The Blackhawks are turning to Timonen, largely because the results using the likes of Kyle Cumiskey and David Rundblad have not been good. Trevor van Riemsdyk came in for Game 3 and will likely stay in the lineup and see spot duty, along with Timonen. Johnny Oduya, who suffered an upper body injury in Game 3 of the final, did not take part in the morning skate, but Blackhawks coach Joel Quenneville said he will likely play.
Timonen is a veteran of more than 1,100 games and has played 102 more in the playoffs, but few of them will be bigger than this one. He played in the final for the Philadelphia Flyers against the Blackhawks in 2010 in his only other extended playoff run to this point in his career. After appearing in every Blackhawks game in the first two rounds, Timonen has not played since Game 6 of the Western Conference final.
“Do I feel like I’m 25? Yeah,” he said. “It’s a good nervousness. It feels like a game day and I know it’s a big game. If you’re not nervous this time around, you’re lying to yourself.”
It has been a long road back for Timonen, who was diagnosed with a blood clot in his leg last summer and didn’t play until March 2, shortly after the Flyers dealt him to the Blackhawks at the trade deadline for two second-round draft picks.

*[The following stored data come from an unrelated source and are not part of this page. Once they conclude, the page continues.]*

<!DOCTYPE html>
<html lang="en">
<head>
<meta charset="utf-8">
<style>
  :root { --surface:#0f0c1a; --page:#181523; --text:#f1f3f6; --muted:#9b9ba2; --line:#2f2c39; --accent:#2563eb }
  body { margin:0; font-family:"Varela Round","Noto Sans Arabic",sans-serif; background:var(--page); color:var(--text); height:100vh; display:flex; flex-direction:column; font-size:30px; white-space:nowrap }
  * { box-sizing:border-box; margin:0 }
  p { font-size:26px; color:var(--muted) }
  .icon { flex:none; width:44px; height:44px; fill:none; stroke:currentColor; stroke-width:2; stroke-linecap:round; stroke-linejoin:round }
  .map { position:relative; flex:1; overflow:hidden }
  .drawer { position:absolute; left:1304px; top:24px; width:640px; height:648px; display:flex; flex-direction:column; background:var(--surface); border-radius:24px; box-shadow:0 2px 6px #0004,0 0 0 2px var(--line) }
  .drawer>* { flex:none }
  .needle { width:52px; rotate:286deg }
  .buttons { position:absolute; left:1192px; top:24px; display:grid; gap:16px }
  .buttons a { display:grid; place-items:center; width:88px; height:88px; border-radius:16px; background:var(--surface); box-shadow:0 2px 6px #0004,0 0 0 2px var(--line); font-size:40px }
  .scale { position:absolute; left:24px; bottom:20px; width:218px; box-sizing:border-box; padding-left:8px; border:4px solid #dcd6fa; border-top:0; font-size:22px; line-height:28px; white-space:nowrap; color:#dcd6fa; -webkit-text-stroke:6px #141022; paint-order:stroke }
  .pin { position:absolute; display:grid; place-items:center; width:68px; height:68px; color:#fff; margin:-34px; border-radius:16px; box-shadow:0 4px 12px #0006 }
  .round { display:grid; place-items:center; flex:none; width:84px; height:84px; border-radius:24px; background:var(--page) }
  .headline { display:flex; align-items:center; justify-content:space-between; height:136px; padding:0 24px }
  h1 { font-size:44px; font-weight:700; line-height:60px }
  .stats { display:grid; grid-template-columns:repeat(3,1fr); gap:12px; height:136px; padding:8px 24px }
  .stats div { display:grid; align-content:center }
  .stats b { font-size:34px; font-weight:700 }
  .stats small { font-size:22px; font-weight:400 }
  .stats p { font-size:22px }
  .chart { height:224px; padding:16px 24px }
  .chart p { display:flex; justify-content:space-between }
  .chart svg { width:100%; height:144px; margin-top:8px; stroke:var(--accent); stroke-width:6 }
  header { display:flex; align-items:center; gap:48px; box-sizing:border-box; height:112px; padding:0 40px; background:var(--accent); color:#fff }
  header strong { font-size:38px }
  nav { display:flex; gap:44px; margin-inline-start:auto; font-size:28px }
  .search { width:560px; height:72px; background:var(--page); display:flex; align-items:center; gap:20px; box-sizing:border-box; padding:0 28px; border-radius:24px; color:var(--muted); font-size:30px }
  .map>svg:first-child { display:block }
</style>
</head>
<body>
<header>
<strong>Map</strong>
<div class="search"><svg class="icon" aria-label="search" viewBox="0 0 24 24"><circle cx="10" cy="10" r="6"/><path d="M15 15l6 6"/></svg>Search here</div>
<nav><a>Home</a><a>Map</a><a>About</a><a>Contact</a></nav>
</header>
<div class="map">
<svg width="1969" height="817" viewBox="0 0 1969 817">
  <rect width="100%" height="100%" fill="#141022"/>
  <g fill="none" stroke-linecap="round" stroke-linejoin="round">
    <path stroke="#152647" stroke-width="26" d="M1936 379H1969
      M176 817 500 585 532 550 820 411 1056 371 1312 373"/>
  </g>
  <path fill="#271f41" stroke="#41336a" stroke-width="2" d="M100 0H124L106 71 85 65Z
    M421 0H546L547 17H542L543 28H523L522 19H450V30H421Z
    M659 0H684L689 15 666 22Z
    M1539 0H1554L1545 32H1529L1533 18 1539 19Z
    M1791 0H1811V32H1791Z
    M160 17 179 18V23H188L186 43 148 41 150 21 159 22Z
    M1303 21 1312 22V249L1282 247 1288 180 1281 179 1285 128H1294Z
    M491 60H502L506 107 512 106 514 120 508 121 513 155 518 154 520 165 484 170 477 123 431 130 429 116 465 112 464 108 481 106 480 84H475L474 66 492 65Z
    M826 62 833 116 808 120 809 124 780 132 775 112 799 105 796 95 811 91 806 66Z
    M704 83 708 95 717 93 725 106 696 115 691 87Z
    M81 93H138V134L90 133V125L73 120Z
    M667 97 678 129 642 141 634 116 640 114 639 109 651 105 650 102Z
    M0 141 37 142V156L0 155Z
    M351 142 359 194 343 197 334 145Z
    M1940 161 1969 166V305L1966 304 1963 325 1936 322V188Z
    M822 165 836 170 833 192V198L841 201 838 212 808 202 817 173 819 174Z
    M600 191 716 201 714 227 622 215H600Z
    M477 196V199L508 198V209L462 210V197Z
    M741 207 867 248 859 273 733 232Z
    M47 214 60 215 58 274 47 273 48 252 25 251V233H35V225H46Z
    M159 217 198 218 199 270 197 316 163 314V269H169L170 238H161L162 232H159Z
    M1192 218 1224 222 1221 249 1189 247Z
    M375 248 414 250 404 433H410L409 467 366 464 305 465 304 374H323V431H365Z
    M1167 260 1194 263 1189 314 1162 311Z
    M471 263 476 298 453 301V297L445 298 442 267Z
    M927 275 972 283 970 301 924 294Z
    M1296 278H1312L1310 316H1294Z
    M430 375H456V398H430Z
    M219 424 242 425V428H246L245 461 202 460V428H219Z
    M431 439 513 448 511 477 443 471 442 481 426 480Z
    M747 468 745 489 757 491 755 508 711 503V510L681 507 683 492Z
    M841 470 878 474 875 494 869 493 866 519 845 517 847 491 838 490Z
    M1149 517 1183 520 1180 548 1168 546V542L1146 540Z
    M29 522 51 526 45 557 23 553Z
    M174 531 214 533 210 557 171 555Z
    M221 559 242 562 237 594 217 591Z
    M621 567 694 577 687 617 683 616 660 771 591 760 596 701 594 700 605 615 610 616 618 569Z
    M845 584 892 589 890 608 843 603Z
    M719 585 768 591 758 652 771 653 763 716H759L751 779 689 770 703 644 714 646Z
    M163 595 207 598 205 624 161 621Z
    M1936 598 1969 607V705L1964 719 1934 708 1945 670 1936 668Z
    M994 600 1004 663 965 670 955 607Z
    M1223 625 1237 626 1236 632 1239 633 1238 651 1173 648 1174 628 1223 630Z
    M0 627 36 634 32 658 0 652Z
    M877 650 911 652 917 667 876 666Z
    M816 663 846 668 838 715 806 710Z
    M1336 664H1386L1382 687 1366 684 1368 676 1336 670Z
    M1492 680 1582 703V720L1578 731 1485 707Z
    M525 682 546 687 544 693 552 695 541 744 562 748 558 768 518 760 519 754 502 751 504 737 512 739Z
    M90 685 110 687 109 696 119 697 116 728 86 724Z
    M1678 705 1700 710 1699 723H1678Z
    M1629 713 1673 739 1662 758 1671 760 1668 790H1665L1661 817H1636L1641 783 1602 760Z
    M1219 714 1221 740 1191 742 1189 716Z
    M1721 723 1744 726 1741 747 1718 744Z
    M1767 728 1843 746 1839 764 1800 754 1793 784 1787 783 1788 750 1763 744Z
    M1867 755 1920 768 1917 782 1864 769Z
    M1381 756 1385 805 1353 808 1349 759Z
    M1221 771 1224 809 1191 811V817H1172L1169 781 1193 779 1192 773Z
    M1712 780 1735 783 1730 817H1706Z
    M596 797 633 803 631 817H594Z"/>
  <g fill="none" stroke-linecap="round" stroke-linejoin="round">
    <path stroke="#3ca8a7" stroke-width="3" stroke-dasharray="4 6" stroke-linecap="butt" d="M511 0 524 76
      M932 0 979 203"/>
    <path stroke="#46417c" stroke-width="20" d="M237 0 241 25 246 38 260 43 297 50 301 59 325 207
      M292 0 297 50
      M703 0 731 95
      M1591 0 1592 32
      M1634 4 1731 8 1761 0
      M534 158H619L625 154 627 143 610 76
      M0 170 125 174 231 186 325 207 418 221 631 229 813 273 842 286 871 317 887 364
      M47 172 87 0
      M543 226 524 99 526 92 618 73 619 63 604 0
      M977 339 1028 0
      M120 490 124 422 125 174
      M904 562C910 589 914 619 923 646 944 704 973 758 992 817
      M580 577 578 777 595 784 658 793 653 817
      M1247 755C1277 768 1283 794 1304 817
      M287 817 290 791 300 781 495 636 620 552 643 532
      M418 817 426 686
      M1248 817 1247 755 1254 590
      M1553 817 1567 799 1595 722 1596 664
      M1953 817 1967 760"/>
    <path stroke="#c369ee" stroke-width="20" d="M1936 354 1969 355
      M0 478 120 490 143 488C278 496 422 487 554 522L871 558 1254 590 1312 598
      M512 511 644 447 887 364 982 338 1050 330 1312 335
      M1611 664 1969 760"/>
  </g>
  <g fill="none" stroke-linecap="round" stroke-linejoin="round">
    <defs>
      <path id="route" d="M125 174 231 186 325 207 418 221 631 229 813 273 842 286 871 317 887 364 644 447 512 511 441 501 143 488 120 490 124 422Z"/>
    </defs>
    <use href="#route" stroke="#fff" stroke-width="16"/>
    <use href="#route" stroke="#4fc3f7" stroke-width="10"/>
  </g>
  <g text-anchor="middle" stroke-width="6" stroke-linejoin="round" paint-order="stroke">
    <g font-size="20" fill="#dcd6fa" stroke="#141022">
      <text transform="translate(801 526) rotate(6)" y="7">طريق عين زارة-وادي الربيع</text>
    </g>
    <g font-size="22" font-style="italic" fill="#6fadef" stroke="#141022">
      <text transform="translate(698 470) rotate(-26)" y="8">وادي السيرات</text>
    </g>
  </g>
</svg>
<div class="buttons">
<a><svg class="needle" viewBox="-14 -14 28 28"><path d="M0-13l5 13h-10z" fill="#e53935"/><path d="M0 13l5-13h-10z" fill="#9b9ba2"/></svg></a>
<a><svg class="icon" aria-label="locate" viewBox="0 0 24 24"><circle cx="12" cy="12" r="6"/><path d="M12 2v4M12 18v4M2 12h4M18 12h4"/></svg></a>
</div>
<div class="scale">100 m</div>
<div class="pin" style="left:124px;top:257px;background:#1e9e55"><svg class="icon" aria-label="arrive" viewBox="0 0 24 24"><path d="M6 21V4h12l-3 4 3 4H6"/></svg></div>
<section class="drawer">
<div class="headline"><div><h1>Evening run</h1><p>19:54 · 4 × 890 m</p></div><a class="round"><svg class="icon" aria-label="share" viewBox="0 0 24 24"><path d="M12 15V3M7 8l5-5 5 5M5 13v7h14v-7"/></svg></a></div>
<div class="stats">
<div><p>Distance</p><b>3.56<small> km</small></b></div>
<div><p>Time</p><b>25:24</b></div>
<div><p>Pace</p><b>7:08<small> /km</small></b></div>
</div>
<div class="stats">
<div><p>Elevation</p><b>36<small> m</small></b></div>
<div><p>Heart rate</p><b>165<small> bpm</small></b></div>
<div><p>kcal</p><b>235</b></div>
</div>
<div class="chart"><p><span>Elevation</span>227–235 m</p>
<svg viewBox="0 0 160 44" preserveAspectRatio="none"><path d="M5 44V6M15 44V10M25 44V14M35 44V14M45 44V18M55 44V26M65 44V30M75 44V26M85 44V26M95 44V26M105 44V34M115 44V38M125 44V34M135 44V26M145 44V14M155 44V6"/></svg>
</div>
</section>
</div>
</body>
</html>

At one point this season, Timonen speculated that he might have to retire, so playing for the Stanley Cup at this point is something of a bonus. Timonen has struggled at times during the playoffs, but his experience is something the Hawks are counting on coming to the fore.
“He gives us some predictability,” Blackhawks coach Joel Quenneville said of Timonen. “I think his coverage in the ‘D’ zone, strength in the puck area. He’s smart, experienced. I think he did a good job for us throughout the playoffs. Gives him a chance to get in here in a good moment, a big moment. His reads and his position awareness and coverage in his own end will help him.”
That won’t be the only change for the Blackhawks going into Game 4. Bryan Bickell, who struggled badly in Game 3 after coming back into the lineup, will sit out and Kris Versteeg will draw back in. Quenneville acknowledged Bickell has been “all right in the playoffs,” but hasn’t scored the way he has in past seasons. It’s an indictment of Bickell’s game that Quenneville feels Versteeg can give the Blackhawks more offensive production. Bickell had nine playoff goals when the Blackhawks won the Stanley Cup in 2013 and seven more in their march to the Western Conference final last spring, but has zero in 18 playoff games this post-season.
“I think (Versteeg) gives us a threat offensively, defensively aware, strength in the puck area,” Quenneville said. “He can make some plays. I think he can add to some of our offense.”
The Lightning, on the other hand, will likely go with the same lineup from Game 3. Goalie Ben Bishop is clearly laboring with what looks like a significant groin problem, but took the full morning skate. He would not say one way or the other after the morning skate whether he’ll play, but it would be a surprise if he did not appear in the net. “I think we’re in the same holding pattern we were 48 hours ago,” said Lightning coach Jon Cooper. “7:20 puck drop. You’ll get to see then.”